- **About this task**: Give again, word for word, every line below from the one that has "M609,536L704,584L702,612H632L635,728L634,755L543,754L541,727Z" through the one that has "M465,188H526L422,214L411,201Z", both included, and no others.
** Opening Information block **
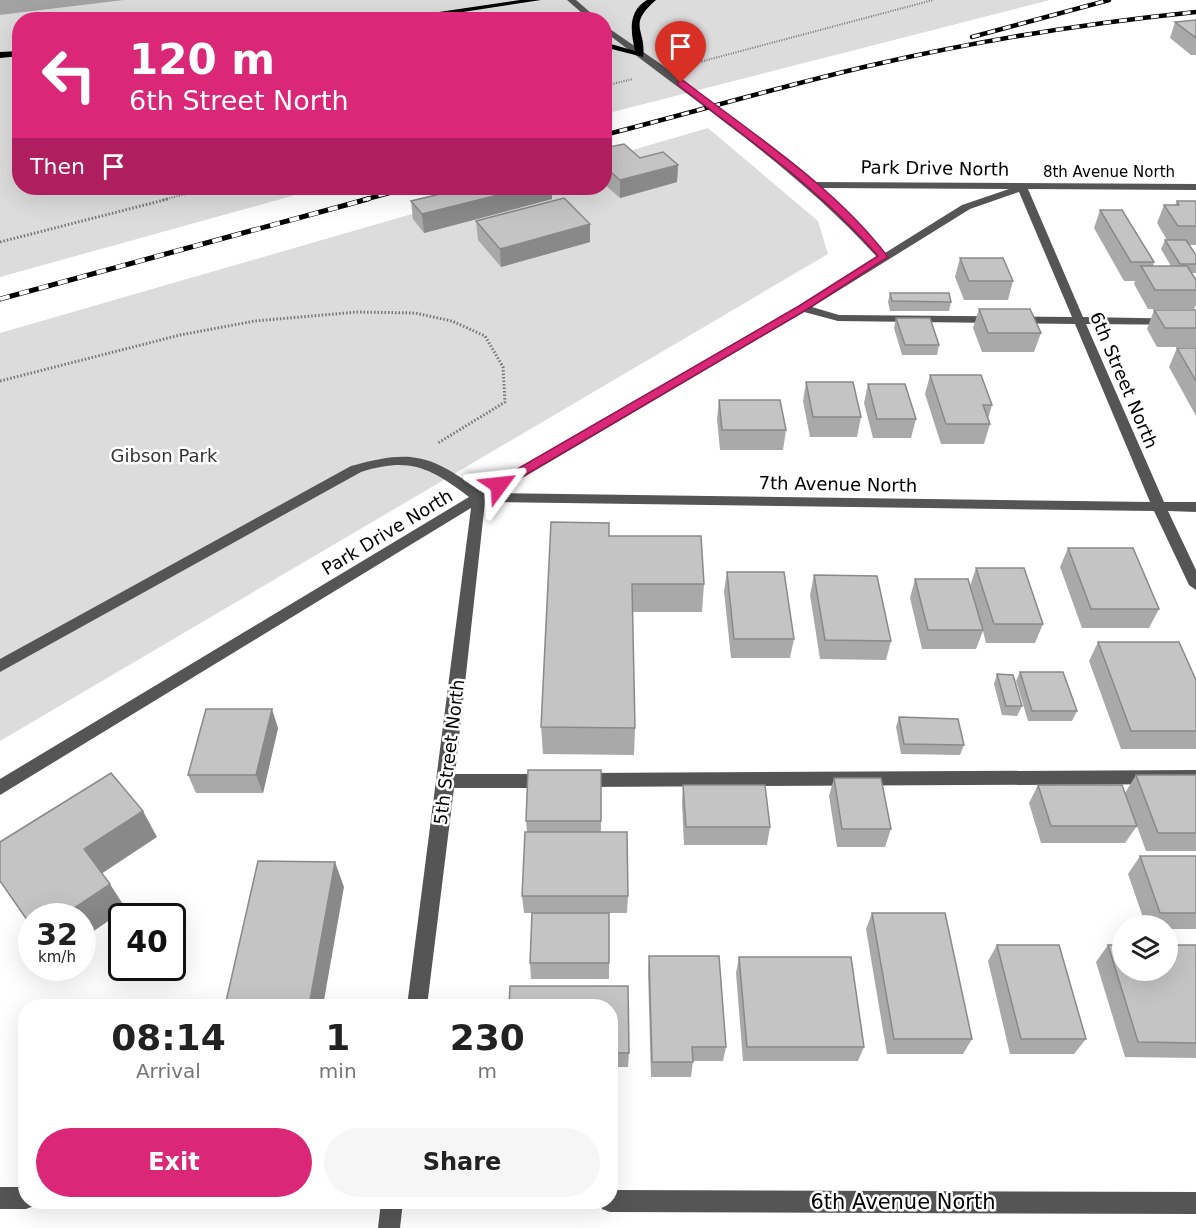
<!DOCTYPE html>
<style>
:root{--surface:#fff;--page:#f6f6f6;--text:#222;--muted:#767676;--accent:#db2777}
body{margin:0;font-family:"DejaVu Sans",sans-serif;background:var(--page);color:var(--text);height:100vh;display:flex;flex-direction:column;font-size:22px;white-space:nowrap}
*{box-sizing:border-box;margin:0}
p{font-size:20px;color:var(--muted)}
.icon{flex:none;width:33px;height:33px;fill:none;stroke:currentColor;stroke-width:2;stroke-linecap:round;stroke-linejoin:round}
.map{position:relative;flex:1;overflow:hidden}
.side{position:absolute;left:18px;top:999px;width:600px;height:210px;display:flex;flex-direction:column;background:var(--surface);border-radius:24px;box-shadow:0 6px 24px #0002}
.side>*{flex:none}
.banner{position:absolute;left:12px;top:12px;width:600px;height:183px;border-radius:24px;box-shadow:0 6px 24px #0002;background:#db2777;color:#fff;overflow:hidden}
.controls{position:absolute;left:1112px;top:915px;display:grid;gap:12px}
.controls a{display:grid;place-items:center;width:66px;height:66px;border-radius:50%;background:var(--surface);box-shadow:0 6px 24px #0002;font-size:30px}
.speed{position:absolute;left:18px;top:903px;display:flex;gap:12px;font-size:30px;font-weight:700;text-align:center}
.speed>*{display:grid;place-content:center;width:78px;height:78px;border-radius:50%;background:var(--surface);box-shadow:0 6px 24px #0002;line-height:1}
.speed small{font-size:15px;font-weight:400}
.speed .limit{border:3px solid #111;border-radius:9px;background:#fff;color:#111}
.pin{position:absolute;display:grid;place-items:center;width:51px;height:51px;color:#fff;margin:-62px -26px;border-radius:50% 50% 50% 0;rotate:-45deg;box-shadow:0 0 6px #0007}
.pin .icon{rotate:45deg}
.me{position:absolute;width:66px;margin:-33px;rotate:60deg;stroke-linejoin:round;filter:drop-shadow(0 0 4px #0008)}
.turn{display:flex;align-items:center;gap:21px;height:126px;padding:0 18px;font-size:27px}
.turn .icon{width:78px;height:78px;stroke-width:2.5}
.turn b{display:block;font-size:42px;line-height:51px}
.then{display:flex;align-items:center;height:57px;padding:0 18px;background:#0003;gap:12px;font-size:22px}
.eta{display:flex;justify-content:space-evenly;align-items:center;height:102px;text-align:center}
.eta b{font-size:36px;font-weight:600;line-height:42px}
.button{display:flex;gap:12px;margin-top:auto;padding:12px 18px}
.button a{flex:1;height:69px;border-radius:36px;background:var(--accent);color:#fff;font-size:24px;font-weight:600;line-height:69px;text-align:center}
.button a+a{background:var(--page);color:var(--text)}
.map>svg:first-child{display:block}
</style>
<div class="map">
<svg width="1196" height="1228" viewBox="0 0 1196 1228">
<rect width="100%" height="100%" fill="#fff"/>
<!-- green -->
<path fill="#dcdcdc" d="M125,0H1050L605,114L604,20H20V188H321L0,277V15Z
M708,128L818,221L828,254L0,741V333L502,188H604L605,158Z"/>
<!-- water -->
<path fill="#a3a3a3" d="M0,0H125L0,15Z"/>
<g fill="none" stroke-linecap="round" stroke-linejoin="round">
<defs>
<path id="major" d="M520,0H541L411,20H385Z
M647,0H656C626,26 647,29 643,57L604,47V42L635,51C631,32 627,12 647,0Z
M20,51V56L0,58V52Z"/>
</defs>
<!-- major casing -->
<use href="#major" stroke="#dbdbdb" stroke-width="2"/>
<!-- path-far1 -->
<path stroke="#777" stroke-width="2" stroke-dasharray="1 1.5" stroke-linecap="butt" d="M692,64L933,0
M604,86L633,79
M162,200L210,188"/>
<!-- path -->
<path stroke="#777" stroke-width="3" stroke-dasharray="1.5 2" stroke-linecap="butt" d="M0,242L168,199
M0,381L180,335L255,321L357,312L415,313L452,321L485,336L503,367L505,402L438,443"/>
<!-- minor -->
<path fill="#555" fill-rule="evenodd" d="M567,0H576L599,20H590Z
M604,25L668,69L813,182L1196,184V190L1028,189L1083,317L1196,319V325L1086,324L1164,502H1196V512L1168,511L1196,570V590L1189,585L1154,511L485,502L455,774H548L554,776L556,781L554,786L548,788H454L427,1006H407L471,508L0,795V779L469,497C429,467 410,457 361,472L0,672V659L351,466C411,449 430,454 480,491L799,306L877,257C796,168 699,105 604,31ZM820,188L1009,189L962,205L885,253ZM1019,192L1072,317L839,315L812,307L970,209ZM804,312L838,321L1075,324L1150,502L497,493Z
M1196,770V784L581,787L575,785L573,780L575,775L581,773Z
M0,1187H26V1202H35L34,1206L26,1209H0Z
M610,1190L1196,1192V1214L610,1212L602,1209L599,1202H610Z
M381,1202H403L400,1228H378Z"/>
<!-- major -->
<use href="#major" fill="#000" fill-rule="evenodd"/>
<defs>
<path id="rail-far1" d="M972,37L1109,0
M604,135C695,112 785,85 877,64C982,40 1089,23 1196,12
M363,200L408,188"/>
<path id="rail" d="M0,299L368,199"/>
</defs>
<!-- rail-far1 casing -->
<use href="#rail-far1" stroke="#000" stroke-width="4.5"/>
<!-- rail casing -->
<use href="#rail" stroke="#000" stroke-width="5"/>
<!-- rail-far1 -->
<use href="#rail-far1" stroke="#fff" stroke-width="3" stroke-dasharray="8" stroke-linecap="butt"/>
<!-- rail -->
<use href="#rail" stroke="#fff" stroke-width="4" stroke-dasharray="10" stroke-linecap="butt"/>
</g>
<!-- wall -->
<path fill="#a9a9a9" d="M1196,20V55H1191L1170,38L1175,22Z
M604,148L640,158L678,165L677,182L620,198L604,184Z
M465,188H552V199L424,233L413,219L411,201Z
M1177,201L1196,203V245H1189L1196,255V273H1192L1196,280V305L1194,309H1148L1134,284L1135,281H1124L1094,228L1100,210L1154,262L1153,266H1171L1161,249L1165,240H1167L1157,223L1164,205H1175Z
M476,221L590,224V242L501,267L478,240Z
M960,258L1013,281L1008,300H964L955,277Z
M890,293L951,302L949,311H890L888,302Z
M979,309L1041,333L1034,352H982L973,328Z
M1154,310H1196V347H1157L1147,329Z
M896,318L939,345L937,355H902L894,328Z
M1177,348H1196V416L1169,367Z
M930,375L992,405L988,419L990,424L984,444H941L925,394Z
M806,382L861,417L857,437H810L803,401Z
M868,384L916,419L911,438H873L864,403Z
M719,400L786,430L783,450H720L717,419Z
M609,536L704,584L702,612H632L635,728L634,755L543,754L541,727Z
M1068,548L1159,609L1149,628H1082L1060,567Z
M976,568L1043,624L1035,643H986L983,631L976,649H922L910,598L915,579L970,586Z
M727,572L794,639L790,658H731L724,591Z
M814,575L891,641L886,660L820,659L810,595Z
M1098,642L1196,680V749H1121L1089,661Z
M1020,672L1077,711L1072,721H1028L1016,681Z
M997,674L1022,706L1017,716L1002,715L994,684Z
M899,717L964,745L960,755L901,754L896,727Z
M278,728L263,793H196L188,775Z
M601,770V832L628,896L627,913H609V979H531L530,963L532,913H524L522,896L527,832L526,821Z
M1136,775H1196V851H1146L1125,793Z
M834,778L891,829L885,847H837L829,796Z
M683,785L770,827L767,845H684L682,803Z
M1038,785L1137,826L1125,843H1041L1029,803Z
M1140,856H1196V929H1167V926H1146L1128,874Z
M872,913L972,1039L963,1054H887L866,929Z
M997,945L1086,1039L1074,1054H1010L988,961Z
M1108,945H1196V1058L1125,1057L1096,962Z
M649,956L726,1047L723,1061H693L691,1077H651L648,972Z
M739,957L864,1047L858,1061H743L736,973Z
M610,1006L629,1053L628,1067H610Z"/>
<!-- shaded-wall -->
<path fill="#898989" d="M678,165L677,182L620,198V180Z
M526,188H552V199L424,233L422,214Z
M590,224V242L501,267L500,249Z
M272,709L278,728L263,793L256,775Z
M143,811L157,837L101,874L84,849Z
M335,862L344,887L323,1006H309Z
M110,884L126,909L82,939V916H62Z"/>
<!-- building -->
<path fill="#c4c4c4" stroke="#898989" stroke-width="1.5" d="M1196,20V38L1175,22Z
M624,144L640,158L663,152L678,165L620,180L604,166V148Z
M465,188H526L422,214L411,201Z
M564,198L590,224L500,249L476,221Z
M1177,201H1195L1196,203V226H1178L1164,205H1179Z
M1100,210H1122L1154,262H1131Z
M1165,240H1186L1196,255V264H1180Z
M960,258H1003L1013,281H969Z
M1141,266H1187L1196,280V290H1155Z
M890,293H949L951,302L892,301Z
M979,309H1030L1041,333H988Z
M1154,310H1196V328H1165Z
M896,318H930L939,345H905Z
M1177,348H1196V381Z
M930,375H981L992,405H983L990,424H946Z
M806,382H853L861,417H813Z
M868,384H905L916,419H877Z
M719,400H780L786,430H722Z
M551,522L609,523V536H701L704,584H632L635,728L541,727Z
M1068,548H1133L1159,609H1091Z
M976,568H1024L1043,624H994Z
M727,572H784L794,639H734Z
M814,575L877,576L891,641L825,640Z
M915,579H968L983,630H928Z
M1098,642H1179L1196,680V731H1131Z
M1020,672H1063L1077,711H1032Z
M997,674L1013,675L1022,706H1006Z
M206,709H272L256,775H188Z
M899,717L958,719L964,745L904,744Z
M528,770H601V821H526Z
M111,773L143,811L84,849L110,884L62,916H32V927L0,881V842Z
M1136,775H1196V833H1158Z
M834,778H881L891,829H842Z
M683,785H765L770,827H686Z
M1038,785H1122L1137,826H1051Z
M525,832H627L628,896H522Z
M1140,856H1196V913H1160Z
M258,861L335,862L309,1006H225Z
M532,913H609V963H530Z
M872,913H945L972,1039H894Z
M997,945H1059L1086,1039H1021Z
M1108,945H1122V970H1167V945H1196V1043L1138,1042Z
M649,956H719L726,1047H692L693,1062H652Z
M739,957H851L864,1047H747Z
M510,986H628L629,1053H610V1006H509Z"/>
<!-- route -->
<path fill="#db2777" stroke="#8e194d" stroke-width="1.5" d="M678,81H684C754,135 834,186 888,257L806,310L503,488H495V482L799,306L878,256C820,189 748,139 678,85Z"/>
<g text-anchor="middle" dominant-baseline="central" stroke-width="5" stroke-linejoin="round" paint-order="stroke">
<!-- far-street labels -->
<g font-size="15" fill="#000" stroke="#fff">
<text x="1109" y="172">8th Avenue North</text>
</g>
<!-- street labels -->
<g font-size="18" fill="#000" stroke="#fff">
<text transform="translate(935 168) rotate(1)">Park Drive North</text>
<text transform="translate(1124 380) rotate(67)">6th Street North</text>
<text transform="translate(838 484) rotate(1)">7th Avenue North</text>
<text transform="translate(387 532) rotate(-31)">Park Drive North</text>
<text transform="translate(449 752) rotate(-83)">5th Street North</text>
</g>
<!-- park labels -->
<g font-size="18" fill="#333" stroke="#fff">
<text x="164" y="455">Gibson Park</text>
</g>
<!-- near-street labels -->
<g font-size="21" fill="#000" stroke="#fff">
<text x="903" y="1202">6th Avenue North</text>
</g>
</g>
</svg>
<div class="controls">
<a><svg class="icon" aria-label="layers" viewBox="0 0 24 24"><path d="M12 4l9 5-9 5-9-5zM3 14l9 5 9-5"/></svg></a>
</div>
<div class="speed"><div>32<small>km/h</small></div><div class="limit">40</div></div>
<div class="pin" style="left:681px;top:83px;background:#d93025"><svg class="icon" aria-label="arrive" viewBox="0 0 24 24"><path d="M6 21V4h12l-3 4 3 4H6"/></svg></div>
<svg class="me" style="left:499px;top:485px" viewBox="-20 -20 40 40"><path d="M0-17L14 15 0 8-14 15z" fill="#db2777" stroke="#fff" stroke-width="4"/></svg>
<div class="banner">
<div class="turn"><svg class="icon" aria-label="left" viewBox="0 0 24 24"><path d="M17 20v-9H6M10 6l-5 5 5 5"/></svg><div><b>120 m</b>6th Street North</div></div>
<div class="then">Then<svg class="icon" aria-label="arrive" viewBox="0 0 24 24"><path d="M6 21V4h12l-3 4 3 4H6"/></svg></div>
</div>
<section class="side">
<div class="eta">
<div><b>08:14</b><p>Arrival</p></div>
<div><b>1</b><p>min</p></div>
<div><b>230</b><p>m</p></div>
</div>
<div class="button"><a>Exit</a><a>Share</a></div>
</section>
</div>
** Closing Information block **
- **Solved problem**:
M609,536L704,584L702,612H632L635,728L634,755L543,754L541,727Z
M1068,548L1159,609L1149,628H1082L1060,567Z
M976,568L1043,624L1035,643H986L983,631L976,649H922L910,598L915,579L970,586Z
M727,572L794,639L790,658H731L724,591Z
M814,575L891,641L886,660L820,659L810,595Z
M1098,642L1196,680V749H1121L1089,661Z
M1020,672L1077,711L1072,721H1028L1016,681Z
M997,674L1022,706L1017,716L1002,715L994,684Z
M899,717L964,745L960,755L901,754L896,727Z
M278,728L263,793H196L188,775Z
M601,770V832L628,896L627,913H609V979H531L530,963L532,913H524L522,896L527,832L526,821Z
M1136,775H1196V851H1146L1125,793Z
M834,778L891,829L885,847H837L829,796Z
M683,785L770,827L767,845H684L682,803Z
M1038,785L1137,826L1125,843H1041L1029,803Z
M1140,856H1196V929H1167V926H1146L1128,874Z
M872,913L972,1039L963,1054H887L866,929Z
M997,945L1086,1039L1074,1054H1010L988,961Z
M1108,945H1196V1058L1125,1057L1096,962Z
M649,956L726,1047L723,1061H693L691,1077H651L648,972Z
M739,957L864,1047L858,1061H743L736,973Z
M610,1006L629,1053L628,1067H610Z"/>
<!-- shaded-wall -->
<path fill="#898989" d="M678,165L677,182L620,198V180Z
M526,188H552V199L424,233L422,214Z
M590,224V242L501,267L500,249Z
M272,709L278,728L263,793L256,775Z
M143,811L157,837L101,874L84,849Z
M335,862L344,887L323,1006H309Z
M110,884L126,909L82,939V916H62Z"/>
<!-- building -->
<path fill="#c4c4c4" stroke="#898989" stroke-width="1.5" d="M1196,20V38L1175,22Z
M624,144L640,158L663,152L678,165L620,180L604,166V148Z
M465,188H526L422,214L411,201Z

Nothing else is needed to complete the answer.